# Just a rough a idea



## Lotsofsloths (May 24, 2008)

Edges: R U2 R2 U2 R2 U2 R
Corners: (R U R' U') x3

So take a quick look at those algs(which BTW are both 2Gen):
The first one only affects the edges, while the second only affects the corners. So, firstly, orient the edges in the F2B2 group and orient the corners.

Edges:
Solve the edges first usuing the first alg and using UR as your piece that will be switching out, and DR as the piece that you will be shooting to.
Some setup moves are pretty intuitive. But we have a few setup moves(also like what shoudl you do) that are a problem.. what if you have to shoot to UF or UB?


Corners:
Look at what the alg affects, it affects the URF and DRF(it swicthes those 2 without messing the orientation) and it also affects URB and UBL(swicthes but messes the orientation up). So you would use URF as the piece that gets swicthed out, and DRF as the piece that you shoot to. The problem is:
What if you have to shoot into UFL or URB or UBL?


So overall I think the edges are a good idea,but the corners are kind of tricky, if anyone could help me perfect and rinse out all of the glitches of this BLD system(thats based of Pochmann) that would be very helpfull.


----------



## cmhardw (May 24, 2008)

Here are all the commutators for all 3 cycles using UFR, and shooting to any sticker of one of the side effect corners, then to the "target" sticker of the other side effect corner. I am using UBL and UBR as the side effect corners here. Again I only have a beginners knowledge of M2 type methods, so I assume if you have to shoot to the side effect, you also will complete the cycle to the other piece in the side effect area, and even then to the target sticker? I am asking because I am unsure.

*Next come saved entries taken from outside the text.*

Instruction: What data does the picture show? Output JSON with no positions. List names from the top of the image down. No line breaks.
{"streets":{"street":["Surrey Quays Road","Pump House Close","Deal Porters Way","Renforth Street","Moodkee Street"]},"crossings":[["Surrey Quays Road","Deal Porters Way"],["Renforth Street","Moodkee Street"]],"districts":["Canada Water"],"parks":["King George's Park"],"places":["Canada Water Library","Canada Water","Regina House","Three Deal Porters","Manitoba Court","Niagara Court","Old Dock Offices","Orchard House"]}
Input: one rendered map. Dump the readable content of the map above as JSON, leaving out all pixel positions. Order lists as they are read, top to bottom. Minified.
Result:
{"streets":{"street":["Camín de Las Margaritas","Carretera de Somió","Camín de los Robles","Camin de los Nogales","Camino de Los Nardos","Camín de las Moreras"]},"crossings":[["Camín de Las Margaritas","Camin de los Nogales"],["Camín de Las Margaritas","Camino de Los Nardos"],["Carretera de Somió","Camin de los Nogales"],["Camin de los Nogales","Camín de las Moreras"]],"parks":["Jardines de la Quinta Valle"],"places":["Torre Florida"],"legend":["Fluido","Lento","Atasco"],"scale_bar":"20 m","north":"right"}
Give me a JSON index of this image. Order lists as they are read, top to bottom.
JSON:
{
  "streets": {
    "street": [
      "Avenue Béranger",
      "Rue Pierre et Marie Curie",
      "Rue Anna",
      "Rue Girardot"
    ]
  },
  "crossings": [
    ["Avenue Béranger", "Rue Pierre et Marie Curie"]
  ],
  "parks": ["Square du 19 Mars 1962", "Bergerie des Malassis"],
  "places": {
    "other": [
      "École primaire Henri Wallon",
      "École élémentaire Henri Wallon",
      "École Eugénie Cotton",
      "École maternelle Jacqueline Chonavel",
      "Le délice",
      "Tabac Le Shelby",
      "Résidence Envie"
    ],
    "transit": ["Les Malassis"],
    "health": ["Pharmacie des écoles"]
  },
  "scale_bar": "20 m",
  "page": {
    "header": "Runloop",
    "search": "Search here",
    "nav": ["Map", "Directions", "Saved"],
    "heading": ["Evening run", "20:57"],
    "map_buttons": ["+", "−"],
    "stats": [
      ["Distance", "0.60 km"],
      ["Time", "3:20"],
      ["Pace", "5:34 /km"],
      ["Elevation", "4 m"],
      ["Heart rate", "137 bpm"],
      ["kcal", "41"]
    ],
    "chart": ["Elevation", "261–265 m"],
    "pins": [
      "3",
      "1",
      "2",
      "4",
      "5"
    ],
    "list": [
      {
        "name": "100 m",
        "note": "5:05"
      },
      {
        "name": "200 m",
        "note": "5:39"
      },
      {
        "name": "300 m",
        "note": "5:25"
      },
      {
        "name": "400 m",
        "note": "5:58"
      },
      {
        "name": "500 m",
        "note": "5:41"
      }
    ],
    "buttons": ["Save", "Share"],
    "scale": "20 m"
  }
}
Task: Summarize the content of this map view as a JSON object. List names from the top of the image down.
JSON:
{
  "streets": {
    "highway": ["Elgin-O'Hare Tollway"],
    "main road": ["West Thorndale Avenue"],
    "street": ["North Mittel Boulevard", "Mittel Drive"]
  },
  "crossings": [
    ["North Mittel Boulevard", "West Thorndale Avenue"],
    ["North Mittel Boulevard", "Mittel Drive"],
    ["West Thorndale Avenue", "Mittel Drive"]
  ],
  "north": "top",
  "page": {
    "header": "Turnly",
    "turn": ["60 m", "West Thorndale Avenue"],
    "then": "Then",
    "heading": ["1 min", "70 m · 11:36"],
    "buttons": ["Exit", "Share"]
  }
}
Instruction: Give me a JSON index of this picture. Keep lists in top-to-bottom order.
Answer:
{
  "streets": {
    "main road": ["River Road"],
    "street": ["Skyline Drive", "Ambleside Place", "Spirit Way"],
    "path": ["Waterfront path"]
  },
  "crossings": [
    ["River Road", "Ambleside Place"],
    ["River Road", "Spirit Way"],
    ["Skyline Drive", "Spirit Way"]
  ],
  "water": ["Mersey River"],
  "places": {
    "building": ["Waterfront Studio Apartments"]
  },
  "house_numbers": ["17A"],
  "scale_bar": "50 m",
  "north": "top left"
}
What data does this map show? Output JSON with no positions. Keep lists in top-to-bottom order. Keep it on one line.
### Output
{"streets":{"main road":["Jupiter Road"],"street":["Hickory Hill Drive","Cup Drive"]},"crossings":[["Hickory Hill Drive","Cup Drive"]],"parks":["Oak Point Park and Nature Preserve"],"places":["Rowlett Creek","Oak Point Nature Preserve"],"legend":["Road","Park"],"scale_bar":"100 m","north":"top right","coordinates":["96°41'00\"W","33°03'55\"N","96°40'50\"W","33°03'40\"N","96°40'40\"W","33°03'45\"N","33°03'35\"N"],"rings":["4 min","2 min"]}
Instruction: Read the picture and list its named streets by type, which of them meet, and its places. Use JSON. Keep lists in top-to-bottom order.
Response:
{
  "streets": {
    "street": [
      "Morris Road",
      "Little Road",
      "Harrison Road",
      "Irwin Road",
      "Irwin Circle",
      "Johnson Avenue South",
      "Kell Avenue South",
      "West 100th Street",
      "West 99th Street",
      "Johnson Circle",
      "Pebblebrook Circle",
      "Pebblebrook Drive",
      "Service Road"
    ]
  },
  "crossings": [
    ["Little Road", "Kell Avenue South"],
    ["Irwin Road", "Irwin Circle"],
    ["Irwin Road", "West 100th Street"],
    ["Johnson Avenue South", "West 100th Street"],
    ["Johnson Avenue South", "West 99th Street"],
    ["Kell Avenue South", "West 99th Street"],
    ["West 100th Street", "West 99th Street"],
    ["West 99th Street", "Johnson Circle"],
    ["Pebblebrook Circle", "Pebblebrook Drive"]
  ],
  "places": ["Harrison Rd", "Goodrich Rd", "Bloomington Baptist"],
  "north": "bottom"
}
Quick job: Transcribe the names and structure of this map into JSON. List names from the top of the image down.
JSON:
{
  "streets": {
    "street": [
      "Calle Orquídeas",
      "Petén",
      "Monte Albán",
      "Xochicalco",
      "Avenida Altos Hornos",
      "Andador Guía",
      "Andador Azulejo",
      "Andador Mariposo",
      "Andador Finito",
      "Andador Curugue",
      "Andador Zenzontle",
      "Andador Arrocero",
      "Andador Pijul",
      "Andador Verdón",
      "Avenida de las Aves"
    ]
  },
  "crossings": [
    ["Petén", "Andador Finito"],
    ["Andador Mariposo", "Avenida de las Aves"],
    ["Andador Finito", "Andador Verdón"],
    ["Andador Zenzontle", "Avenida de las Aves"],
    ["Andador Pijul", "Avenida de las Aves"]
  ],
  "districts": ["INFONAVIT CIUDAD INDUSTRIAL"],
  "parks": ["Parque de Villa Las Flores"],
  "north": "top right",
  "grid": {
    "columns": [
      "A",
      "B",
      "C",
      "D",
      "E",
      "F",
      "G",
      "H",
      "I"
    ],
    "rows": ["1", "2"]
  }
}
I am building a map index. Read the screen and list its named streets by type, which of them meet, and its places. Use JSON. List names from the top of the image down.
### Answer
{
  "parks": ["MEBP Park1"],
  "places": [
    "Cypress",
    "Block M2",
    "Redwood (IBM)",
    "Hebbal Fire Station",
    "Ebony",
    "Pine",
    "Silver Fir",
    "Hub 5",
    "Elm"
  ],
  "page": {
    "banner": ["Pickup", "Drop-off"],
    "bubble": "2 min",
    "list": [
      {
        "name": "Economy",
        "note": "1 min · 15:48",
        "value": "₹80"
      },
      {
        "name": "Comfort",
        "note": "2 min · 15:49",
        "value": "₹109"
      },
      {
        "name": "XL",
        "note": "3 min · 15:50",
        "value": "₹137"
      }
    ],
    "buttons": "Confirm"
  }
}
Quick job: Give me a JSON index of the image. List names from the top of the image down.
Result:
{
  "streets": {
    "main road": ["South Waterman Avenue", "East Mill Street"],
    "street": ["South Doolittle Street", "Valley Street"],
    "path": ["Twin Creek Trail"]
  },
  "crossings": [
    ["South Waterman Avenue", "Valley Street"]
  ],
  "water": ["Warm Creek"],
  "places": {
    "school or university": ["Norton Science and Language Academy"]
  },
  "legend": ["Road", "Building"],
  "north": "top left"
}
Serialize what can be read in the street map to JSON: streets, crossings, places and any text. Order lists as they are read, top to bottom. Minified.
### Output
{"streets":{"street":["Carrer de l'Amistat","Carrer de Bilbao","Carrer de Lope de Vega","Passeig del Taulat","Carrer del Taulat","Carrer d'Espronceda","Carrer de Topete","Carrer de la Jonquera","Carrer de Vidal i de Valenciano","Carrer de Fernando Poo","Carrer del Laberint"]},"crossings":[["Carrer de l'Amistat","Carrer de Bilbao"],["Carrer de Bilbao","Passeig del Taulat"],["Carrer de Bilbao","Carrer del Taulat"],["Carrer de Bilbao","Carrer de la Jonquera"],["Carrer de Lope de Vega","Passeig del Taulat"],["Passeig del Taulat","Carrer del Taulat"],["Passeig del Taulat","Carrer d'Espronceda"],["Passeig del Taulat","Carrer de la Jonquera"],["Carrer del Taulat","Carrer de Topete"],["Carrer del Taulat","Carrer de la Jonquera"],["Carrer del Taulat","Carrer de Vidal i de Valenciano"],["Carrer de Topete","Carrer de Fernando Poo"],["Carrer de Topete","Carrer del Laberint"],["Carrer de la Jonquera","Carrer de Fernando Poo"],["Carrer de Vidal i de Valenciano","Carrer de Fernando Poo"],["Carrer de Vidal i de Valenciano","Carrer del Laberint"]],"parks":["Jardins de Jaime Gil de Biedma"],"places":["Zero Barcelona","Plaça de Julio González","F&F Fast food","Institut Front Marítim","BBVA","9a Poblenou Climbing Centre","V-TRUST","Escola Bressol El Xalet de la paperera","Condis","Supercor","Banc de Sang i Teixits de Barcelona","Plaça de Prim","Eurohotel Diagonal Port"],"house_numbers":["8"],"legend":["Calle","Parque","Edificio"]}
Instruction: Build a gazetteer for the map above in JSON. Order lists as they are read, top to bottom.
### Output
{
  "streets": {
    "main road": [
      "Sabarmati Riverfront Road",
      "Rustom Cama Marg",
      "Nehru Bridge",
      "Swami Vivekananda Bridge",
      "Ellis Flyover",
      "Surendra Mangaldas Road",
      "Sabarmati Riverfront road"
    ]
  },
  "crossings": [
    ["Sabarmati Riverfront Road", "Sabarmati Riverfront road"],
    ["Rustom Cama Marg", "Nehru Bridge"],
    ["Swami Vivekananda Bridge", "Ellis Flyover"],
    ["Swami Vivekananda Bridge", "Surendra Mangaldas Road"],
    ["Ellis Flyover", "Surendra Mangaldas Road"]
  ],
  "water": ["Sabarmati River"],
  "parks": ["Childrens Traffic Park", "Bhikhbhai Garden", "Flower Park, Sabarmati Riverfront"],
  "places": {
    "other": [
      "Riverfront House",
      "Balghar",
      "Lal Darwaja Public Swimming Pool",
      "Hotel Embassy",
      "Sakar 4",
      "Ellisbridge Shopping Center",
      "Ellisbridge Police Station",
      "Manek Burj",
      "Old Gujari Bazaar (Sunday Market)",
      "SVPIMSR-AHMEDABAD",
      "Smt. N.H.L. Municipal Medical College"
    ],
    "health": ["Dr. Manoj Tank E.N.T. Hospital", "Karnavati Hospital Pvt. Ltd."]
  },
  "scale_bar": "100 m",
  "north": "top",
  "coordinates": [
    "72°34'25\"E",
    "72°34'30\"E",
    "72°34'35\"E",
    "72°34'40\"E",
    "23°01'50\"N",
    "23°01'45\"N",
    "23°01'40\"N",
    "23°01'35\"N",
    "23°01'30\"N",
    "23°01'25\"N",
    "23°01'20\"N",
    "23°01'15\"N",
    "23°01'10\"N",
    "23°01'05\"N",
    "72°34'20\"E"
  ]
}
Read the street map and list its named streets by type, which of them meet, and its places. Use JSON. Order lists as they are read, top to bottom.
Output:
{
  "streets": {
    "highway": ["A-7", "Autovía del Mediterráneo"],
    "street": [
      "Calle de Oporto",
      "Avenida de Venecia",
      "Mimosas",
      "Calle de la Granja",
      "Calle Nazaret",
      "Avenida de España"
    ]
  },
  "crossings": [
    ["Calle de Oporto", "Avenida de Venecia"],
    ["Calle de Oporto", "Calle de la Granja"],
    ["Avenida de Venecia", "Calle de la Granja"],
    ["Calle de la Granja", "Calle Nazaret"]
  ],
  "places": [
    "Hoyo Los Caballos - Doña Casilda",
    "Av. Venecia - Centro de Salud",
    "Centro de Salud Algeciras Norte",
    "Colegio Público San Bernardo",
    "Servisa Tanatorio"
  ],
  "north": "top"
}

UFR->RBU->LUB: F' L U2 L' F L F' U2 F L'
UFR->URB->LUB: R' F' R B' R' F R B
UFR->BUR->LUB: R B L B' R' B L' B'
UFR->LUB->RBU: L F' U2 F L' F' L U2 L' F
UFR->UBL->RBU: F R2 F L2 F' R2 F L2 F2
UFR->BLU->RBU: B2 D B' U2 B D' B' U2 B'

Does that help?
Chris


----------



## Lucas Garron (May 24, 2008)

Shoot BR:
U2 R U2 R U2 R2 U2 R2 U2 R U2 R' U2
U2 R U2 R' U2 R2 U2 R2 U2 R' U2 R' U2
FR: Conjugate by R

(Or U2R/U2R' setup into H)

Shoot L-edges: Setup to UL, H-perm

Shoot UF: R2U'R'U'R2URURU2'R
Shoot UB: R2URUR2'U'R'U'R'U2R'

You could also use MU algs for, say DF.

I think its a nice idea, but practically too slow. And whenever I consider a BLD method, I always consider if I think it's fast enough to be practical.
However, it may turn out to be easy or have other significant redeeming features, enough to be worth it.


----------



## Lotsofsloths (May 24, 2008)

Well Lucas the corners are very inaffective I agree but the alg for the edges and the setup moves are very fast.

As for the algs, I CAN shoot to these positions;
DF 
DL 
DB
DR
RF
FL
BL
BR
UL
(UR, just replace it with an unsolved piece)
but I don't know what do if I have yo shoot to THESE positions:
UB 
UF
because those are the 2 pieces that just swicth and do nothing(switch just because you can't only swicth just 2 pieces)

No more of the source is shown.